VLCC has the largest impact on clinical metrics: Removing VLCC drops CE-F1 from 0.417 to 0.376, highlighting that aligning disease predictions across modalities is critical for suppressing hallucinations.
Bidirectionality is essential: The performance drop in "w/o BiOT" and "w/o DFAA" validates the hypothesis that lesion evolution requires bidirectional cross-validation.
VLCC components are complementary: Removing either dual-classification or KL alignment leads to performance degradation.

Highlights & Insights¶

"Transport Asymmetry = Disease Evolution" Perspective: Transforming a semantic problem into a geometric criterion (low bidirectional transport quality) effectively handles spatial misalignment via OT while suppressing noise through bidirectional validation.
Independence from Historical Reports: Historical images are easier to obtain than reports in real-world scenarios. BiOTPrompt's ability to achieve SOTA without report dependency lowers the barriers for clinical deployment.
Verbalized Spatial Indices: Explicitly writing "new onset patch index [1,3,8]" into the prompt is a transferable trick. It serves as a text-based interface for injecting geometric findings into generative models.
VLCC Mechanism: Using dual-classification heads with KL divergence for cross-modal consistency is more effective for factual alignment than simple feature-distance contrastive losses.

Limitations & Future Work¶

Temporal Scope: Only considers the current and one historical scan.

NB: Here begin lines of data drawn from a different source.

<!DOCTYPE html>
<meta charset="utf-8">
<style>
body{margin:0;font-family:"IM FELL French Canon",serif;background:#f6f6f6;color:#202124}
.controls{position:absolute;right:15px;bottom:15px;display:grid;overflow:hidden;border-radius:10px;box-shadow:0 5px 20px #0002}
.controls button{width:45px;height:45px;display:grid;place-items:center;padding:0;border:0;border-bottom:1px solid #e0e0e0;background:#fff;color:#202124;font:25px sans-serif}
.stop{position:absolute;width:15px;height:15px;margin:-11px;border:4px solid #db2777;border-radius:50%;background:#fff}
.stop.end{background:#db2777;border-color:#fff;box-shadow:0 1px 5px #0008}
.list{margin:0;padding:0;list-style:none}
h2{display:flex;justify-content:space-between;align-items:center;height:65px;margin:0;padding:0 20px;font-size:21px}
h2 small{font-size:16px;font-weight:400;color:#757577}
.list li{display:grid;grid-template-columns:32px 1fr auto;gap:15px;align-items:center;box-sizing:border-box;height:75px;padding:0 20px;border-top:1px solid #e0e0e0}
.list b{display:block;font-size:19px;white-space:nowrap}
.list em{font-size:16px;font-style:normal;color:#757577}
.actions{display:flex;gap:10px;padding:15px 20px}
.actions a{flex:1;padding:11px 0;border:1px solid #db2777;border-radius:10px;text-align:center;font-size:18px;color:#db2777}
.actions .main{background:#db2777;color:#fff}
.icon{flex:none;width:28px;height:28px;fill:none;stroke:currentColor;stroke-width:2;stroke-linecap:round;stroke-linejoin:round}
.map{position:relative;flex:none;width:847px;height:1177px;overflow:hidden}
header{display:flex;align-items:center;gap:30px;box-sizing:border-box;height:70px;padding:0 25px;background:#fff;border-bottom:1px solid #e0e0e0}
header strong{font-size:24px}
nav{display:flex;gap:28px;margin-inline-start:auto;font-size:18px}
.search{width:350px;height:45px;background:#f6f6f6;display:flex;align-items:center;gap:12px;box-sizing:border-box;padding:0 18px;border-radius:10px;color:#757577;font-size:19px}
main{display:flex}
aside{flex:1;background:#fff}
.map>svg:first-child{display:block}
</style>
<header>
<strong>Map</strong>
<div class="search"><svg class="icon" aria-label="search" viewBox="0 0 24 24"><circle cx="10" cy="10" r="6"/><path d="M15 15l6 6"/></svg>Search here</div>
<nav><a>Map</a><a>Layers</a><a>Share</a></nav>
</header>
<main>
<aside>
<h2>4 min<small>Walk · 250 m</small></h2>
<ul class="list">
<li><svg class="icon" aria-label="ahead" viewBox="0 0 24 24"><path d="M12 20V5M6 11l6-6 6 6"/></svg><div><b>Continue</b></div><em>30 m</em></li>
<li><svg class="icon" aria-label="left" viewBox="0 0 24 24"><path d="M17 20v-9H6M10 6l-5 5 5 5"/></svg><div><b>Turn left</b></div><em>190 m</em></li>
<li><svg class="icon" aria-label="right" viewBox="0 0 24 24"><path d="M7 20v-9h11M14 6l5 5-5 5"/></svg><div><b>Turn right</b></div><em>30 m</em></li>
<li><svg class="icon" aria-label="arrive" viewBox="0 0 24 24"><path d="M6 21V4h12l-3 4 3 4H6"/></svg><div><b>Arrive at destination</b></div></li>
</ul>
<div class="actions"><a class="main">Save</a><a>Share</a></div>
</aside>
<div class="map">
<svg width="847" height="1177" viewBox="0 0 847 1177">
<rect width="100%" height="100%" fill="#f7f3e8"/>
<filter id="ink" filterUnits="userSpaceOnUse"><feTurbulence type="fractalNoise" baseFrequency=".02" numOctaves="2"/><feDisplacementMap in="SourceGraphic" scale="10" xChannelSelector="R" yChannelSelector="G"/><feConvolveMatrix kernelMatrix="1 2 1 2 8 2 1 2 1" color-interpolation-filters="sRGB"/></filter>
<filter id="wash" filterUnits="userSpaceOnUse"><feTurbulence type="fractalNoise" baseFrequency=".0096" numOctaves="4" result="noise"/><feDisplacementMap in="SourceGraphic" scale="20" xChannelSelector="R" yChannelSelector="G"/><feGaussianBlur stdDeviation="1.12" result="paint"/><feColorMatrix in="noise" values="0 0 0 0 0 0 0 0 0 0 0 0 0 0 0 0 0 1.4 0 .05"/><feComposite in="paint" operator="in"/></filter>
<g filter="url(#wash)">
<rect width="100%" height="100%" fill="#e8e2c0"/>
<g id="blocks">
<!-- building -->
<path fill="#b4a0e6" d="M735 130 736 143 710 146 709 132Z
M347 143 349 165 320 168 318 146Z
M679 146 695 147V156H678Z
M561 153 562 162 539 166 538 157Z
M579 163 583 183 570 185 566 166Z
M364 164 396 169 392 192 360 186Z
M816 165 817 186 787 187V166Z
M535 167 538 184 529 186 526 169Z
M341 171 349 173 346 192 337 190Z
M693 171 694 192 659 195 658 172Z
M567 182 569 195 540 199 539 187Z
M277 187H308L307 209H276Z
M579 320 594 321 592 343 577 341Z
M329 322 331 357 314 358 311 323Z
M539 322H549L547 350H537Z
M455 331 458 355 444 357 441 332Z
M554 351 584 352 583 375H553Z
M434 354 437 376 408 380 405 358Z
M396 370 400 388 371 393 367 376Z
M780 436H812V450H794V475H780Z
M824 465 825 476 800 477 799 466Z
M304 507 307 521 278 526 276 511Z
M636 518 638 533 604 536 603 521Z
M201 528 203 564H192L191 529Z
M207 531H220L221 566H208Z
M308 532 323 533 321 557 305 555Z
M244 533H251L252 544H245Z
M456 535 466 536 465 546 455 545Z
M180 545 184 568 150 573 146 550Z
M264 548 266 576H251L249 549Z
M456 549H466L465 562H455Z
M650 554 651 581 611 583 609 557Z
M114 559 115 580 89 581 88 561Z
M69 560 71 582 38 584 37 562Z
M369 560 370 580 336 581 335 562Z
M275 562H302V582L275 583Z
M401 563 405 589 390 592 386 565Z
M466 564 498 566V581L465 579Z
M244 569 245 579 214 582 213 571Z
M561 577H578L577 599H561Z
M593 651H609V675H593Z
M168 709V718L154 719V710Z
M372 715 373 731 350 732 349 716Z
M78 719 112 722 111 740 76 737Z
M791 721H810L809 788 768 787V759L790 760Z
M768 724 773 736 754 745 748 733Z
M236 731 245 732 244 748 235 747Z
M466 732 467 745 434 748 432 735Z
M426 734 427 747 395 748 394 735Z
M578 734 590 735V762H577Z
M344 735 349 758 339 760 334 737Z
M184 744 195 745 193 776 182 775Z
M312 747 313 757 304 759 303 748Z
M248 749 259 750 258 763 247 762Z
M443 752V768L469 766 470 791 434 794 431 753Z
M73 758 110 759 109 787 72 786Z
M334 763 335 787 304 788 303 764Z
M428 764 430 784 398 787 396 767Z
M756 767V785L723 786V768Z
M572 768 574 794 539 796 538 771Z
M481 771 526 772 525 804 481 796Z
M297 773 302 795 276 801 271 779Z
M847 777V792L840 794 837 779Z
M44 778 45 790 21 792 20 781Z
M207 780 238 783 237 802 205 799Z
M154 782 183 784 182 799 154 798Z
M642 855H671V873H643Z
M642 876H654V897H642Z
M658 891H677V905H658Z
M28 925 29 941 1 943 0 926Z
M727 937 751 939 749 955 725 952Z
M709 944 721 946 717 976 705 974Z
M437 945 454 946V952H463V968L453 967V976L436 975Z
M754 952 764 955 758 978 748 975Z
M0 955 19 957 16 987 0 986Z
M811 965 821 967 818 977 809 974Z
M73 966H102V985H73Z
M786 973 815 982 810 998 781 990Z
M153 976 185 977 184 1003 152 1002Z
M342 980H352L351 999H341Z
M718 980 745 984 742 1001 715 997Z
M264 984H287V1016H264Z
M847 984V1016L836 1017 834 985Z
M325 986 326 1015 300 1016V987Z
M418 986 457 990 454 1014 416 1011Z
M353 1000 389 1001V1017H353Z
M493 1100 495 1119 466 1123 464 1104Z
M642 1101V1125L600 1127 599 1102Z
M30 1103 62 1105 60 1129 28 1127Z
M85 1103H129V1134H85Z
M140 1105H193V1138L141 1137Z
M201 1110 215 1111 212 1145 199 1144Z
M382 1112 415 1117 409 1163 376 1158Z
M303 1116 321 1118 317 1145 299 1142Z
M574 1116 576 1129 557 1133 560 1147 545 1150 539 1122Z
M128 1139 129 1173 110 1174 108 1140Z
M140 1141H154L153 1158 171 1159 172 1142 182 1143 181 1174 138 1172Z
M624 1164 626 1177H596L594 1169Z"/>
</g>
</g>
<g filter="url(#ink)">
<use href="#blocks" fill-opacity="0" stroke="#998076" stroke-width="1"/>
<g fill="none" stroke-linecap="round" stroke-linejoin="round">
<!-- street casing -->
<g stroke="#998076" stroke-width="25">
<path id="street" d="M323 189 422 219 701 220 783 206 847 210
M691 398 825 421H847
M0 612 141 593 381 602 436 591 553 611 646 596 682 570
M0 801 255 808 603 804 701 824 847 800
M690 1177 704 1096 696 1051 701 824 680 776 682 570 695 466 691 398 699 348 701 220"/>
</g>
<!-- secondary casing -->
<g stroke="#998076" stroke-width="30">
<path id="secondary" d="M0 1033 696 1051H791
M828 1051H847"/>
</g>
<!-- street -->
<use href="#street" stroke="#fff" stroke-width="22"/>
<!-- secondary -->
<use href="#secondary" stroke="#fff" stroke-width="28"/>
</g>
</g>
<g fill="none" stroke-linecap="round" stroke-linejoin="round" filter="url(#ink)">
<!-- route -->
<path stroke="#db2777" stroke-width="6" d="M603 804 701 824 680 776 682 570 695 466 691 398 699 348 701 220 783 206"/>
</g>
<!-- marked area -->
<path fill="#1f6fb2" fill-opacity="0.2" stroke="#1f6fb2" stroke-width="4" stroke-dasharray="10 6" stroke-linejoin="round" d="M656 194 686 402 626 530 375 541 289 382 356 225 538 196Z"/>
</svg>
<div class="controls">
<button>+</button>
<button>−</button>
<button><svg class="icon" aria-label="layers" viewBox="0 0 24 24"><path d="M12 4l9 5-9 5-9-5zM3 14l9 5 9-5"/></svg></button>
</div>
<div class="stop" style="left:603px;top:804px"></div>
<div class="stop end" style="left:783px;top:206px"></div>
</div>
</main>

Long-sequence evolution for multiple follow-up visits (multi-visit) is not modeled.
Threshold Sensitivity: Evolution identification relies on a fixed threshold \(\delta=0.05\). Its sensitivity across different anatomical sites or noise levels is not fully analyzed.
Localization Granularity: Patch-level OT determines the spatial resolution; for very small lesions, patch-level masks may lack precision.
Labeler Dependence: Reliance on CheXbert for disease labels in VLCC means labeler errors propagate to the model.

vs R2GenGPT(+PI): The latter uses flat concatenation of historical features; BiOTPrompt uses bidirectional OT to explicitly model progression, resulting in a CE-F1 of 0.417 vs 0.316.
vs HC-LLM / HERGen: These use historical reports; BiOTPrompt relies only on images but achieves higher performance, demonstrating the sufficiency of visual evolution signals.
vs RECAP / CheXRelNet: While those use disease graphs or anatomical reasoning, they operate at coarser semantic levels; BiOTPrompt's patch-level OT handles local spatial variation more granularly.

Rating¶

Novelty: ⭐⭐⭐⭐⭐ Original perspective on transport asymmetry as evolution.
Experimental Thoroughness: ⭐⭐⭐⭐ SOTA results on major dataset, though single-dataset validation.
Writing Quality: ⭐⭐⭐⭐ Clear logic from motivation to mathematical mechanism.
Value: ⭐⭐⭐⭐⭐ High clinical potential due to lack of historical report dependency.